И вперемешку с хрипом и свистом слободской обладатель некогда «будённовских» усов изрыгнул на моего деда несколько таких матерных проклятий, что я тоже вздрогнул: при всей моей тогдашней, уже немалой закалке пригородного мальчишки в этой словесной сфере ничего подобного слыхать мне ещё не приходилось. То были, пожалуй, образчики самого древнего, уже вышедшего в двадцатом веке из обихода, и потому самого сатанинского из всех пластов русского мата… Но ещё я вздрогнул и потому, что на моей памяти ещё никто не смел обращаться с моим дедом таким образом, столь грубо и оскорбительно разговаривать с ним:
— Николка, матери твоей в … через …! Уйди!!! Ить убью! Из гроба весь корень ваш проклинать буду! Ух, сучьи выбл…ки всё ваше семя! Здороваться со мной! Он думат, я забывши — ни х… я не забывши! Уйди, Николка, а то ить подохну, а зашибу — да не тебя, а щенка твоего!..

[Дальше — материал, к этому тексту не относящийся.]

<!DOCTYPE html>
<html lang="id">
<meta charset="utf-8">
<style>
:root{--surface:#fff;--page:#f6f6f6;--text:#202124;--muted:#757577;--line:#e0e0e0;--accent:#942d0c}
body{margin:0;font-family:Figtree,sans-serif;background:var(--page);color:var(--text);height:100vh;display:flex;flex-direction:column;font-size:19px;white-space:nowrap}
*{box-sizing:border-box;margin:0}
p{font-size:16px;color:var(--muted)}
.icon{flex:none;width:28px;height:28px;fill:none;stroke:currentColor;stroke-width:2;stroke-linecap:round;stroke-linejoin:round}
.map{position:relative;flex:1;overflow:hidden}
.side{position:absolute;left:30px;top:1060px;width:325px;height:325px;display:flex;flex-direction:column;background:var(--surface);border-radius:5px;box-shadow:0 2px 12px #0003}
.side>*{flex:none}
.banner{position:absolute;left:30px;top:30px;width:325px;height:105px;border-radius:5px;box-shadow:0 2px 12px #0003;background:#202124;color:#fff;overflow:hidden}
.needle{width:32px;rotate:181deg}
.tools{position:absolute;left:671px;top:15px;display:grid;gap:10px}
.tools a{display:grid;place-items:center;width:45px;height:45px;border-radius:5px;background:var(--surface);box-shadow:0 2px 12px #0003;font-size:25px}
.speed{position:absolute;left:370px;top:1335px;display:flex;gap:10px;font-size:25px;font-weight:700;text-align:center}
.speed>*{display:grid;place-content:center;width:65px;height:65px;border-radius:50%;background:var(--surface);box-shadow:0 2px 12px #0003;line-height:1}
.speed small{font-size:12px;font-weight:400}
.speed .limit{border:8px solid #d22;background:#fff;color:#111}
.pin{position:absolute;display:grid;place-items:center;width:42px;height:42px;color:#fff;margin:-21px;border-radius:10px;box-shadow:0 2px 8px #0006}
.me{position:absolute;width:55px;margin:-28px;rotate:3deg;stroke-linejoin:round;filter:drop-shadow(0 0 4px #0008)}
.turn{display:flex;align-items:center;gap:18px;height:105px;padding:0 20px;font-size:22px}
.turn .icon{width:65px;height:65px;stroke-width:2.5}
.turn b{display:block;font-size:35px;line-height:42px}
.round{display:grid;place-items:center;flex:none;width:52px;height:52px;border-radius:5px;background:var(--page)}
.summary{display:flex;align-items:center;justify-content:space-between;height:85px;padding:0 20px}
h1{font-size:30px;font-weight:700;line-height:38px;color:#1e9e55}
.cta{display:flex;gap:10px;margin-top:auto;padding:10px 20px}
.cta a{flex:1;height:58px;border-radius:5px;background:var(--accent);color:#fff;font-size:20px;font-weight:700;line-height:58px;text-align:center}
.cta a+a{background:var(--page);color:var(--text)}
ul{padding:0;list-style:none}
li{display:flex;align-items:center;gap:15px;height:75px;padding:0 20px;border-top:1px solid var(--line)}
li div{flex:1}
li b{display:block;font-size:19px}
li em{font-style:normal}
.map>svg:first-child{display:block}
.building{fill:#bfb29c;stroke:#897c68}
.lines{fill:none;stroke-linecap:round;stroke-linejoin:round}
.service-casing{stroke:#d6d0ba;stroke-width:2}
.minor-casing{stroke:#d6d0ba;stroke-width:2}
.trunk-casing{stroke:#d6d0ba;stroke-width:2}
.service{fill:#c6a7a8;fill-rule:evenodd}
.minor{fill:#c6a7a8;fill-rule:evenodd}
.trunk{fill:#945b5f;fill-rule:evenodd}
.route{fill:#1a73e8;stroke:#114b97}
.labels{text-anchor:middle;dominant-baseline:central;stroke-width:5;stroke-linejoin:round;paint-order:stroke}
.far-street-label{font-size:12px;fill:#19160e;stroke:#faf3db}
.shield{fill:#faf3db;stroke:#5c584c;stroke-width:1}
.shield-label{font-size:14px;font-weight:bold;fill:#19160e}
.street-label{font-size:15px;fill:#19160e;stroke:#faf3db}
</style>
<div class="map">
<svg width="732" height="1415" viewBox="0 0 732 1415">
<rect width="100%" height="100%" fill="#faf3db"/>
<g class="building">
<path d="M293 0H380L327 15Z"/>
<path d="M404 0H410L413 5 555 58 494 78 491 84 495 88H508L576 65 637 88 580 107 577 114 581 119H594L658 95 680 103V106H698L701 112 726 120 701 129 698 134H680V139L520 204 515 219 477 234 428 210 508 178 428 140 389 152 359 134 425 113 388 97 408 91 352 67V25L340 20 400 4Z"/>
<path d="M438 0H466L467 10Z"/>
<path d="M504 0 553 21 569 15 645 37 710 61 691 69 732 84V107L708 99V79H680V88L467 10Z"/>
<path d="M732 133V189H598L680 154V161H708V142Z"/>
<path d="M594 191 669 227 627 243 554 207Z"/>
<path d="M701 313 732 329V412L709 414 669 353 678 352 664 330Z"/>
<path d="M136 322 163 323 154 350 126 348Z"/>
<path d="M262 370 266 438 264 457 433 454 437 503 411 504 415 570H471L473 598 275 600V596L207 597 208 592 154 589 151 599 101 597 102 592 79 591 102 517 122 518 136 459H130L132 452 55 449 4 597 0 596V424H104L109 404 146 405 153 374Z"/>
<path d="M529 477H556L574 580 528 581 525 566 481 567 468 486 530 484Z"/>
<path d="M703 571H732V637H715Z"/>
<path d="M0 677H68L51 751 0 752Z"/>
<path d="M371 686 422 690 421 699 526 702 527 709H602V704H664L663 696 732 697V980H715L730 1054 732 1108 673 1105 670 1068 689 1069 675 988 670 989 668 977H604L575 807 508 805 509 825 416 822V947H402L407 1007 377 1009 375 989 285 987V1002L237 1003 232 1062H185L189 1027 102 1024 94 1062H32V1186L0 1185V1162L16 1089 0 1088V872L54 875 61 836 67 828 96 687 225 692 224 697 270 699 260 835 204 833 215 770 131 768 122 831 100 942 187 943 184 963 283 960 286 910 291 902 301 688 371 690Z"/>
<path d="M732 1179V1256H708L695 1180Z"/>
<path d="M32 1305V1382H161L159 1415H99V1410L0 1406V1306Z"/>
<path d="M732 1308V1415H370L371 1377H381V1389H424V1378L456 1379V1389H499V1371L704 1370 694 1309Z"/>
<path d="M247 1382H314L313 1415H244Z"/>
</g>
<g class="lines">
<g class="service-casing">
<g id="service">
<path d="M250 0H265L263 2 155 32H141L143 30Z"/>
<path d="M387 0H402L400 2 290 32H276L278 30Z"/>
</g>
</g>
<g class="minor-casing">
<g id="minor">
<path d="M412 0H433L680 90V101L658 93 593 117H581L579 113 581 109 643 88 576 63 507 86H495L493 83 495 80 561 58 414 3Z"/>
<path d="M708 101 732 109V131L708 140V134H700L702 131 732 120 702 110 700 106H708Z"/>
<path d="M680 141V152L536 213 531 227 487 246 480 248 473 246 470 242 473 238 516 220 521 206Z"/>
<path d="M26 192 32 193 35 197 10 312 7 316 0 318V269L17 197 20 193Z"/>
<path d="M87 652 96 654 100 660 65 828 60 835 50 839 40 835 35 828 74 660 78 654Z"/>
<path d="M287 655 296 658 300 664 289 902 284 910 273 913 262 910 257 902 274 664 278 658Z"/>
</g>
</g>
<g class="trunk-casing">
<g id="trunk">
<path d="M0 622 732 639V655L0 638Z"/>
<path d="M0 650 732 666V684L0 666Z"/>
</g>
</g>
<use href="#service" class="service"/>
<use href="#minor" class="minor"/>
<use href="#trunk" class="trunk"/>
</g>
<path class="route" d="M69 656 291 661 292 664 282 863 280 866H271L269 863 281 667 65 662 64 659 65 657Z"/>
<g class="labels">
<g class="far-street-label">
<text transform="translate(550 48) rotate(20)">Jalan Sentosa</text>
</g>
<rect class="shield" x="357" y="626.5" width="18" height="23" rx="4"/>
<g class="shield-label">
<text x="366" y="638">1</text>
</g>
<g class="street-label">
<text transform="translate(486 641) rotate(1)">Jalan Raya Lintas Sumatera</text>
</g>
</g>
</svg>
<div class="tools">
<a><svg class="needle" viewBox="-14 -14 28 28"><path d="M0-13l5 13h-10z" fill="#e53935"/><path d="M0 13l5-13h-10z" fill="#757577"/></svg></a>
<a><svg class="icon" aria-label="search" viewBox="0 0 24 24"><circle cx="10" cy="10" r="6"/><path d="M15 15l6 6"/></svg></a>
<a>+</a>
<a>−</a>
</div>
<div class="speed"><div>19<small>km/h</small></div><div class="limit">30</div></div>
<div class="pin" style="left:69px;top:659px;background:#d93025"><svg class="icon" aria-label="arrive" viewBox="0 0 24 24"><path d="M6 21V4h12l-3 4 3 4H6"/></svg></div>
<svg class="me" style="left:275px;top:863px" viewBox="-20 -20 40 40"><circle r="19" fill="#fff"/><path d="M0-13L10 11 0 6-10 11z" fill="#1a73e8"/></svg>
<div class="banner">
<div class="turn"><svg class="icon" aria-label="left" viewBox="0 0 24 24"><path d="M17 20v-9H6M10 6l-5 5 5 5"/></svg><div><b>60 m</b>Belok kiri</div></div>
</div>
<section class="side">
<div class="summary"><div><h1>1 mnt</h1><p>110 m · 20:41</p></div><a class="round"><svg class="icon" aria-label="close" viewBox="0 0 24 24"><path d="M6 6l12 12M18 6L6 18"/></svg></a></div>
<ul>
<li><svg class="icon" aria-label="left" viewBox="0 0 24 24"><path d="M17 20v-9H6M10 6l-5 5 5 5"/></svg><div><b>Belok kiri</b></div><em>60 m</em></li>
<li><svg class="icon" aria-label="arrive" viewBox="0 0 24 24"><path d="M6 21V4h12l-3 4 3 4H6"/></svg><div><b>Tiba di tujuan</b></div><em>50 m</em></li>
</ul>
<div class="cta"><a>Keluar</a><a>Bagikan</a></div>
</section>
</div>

И такой лютой, такой поистине опаляющей ненависти, какая плеснулась из горящих бельмастых глаз этого дряхлого старикашки на меня — да, на меня, не на деда! — мне до той поры не доводилось видеть и ощущать на себе даже в самых отчаянных драках и сшибках. Да, признаюсь, и во взрослые мои годы вряд ли больше одного-двух раз довелось… Он уже не матерился, а только мычал, пытаясь топать ногами по тёплой пыли, и дрожащие мослы его рук сжали палку. Тут уж дед схватил меня за руку и засеменил вместе со мной прочь, вдоль по слободской вечереющей улице, подальше от этого страшноватенького своего знакомого!..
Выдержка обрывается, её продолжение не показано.